THE PROBLEM
The first line of the entries through the line bearing "M0,354l169,130 58,83 17,48h-244z": copy these lines exactly and return nothing else.

SUPPLIED DATA
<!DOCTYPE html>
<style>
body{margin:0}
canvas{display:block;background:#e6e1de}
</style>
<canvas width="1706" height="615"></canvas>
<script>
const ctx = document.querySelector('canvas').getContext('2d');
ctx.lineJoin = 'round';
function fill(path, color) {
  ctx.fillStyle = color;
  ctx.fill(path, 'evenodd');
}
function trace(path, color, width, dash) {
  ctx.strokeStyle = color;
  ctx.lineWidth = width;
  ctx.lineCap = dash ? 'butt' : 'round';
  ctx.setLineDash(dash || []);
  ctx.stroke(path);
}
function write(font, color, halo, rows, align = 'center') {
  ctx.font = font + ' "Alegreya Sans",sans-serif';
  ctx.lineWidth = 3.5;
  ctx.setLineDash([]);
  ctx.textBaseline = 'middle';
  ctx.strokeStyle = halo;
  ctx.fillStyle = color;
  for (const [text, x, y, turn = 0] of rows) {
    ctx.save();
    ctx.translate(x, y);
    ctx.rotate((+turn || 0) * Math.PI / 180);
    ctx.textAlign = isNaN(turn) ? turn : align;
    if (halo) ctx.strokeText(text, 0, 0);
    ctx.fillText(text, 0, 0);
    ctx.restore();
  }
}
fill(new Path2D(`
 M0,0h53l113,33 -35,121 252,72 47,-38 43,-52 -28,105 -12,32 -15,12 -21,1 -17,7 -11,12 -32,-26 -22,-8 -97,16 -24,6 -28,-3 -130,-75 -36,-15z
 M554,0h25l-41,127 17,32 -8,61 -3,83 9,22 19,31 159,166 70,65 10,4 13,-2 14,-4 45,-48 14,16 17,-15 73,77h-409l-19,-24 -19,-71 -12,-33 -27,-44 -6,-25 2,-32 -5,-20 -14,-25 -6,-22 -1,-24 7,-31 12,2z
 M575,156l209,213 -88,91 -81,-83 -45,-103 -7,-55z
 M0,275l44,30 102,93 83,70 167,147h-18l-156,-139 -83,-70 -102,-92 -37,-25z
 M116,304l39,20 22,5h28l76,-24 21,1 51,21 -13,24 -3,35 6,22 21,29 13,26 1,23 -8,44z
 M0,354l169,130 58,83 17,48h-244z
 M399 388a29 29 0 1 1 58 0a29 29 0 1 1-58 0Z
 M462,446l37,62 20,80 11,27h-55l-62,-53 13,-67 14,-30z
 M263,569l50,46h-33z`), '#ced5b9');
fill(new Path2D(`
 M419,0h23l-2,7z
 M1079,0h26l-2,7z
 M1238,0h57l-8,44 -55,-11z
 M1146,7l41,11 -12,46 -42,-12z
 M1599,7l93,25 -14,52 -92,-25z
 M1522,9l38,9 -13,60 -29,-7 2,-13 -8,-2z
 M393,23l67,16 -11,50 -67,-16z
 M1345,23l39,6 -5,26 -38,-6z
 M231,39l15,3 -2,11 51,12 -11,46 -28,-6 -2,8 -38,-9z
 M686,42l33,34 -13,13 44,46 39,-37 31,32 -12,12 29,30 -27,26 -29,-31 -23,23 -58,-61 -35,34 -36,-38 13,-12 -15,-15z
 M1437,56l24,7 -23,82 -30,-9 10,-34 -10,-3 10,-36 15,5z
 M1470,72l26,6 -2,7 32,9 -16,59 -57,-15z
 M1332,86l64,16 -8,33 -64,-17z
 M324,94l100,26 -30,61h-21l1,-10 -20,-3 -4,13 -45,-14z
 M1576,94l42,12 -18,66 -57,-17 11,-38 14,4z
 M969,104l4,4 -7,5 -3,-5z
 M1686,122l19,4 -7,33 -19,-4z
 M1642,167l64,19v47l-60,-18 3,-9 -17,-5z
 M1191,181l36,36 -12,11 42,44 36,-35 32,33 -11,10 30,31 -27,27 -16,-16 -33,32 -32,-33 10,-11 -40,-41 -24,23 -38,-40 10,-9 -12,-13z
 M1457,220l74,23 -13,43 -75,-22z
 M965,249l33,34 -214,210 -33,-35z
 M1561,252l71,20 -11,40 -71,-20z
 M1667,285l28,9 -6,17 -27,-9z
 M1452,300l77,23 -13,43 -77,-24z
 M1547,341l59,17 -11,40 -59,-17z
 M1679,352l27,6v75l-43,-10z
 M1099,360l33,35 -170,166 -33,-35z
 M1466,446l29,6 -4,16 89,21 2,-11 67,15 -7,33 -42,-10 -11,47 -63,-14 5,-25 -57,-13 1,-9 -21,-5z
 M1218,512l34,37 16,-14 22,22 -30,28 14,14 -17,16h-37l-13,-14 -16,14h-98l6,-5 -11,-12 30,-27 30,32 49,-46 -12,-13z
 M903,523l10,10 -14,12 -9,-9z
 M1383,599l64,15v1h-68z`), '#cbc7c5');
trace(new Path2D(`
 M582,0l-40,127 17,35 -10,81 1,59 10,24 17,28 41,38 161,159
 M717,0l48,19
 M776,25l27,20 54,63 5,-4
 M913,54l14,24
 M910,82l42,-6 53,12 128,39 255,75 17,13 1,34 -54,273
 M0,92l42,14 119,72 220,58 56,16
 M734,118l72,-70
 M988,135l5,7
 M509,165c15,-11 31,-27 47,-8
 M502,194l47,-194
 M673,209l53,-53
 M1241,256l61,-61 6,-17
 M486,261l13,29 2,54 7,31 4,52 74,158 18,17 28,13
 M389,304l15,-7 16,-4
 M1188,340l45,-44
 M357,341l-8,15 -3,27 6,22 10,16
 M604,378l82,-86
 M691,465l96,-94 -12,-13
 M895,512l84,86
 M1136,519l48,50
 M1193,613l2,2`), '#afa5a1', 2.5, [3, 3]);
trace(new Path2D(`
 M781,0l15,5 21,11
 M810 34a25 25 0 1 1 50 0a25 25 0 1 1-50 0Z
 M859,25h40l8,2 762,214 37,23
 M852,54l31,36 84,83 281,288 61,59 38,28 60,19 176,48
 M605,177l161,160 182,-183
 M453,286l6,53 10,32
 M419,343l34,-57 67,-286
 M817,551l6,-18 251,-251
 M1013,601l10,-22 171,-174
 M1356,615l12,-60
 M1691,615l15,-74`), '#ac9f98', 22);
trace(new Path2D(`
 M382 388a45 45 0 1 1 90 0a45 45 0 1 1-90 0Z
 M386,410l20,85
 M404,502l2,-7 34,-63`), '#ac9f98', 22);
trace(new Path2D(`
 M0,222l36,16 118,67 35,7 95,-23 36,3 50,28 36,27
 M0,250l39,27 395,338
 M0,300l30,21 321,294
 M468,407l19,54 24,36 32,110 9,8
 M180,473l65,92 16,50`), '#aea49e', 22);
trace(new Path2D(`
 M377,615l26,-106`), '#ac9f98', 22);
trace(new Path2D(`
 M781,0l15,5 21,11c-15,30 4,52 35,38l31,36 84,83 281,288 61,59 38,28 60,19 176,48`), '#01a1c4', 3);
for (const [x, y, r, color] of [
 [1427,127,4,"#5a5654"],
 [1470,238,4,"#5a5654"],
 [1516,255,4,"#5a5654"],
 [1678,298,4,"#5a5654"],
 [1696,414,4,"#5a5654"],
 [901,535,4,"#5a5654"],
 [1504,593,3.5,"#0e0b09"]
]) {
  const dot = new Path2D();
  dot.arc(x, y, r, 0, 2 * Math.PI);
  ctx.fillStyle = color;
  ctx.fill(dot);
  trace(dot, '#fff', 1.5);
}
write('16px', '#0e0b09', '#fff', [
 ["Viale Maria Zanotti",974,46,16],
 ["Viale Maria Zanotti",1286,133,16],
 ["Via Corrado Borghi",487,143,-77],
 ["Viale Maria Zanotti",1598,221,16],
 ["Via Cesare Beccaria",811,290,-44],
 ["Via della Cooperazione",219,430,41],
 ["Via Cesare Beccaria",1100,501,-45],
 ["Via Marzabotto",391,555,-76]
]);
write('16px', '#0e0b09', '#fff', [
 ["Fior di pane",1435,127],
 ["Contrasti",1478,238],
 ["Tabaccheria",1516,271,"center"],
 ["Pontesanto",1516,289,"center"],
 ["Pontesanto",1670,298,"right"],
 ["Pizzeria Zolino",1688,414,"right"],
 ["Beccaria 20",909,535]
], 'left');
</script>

EXERCISE RESULT
<!DOCTYPE html>
<style>
body{margin:0}
canvas{display:block;background:#e6e1de}
</style>
<canvas width="1706" height="615"></canvas>
<script>
const ctx = document.querySelector('canvas').getContext('2d');
ctx.lineJoin = 'round';
function fill(path, color) {
  ctx.fillStyle = color;
  ctx.fill(path, 'evenodd');
}
function trace(path, color, width, dash) {
  ctx.strokeStyle = color;
  ctx.lineWidth = width;
  ctx.lineCap = dash ? 'butt' : 'round';
  ctx.setLineDash(dash || []);
  ctx.stroke(path);
}
function write(font, color, halo, rows, align = 'center') {
  ctx.font = font + ' "Alegreya Sans",sans-serif';
  ctx.lineWidth = 3.5;
  ctx.setLineDash([]);
  ctx.textBaseline = 'middle';
  ctx.strokeStyle = halo;
  ctx.fillStyle = color;
  for (const [text, x, y, turn = 0] of rows) {
    ctx.save();
    ctx.translate(x, y);
    ctx.rotate((+turn || 0) * Math.PI / 180);
    ctx.textAlign = isNaN(turn) ? turn : align;
    if (halo) ctx.strokeText(text, 0, 0);
    ctx.fillText(text, 0, 0);
    ctx.restore();
  }
}
fill(new Path2D(`
 M0,0h53l113,33 -35,121 252,72 47,-38 43,-52 -28,105 -12,32 -15,12 -21,1 -17,7 -11,12 -32,-26 -22,-8 -97,16 -24,6 -28,-3 -130,-75 -36,-15z
 M554,0h25l-41,127 17,32 -8,61 -3,83 9,22 19,31 159,166 70,65 10,4 13,-2 14,-4 45,-48 14,16 17,-15 73,77h-409l-19,-24 -19,-71 -12,-33 -27,-44 -6,-25 2,-32 -5,-20 -14,-25 -6,-22 -1,-24 7,-31 12,2z
 M575,156l209,213 -88,91 -81,-83 -45,-103 -7,-55z
 M0,275l44,30 102,93 83,70 167,147h-18l-156,-139 -83,-70 -102,-92 -37,-25z
 M116,304l39,20 22,5h28l76,-24 21,1 51,21 -13,24 -3,35 6,22 21,29 13,26 1,23 -8,44z
 M0,354l169,130 58,83 17,48h-244z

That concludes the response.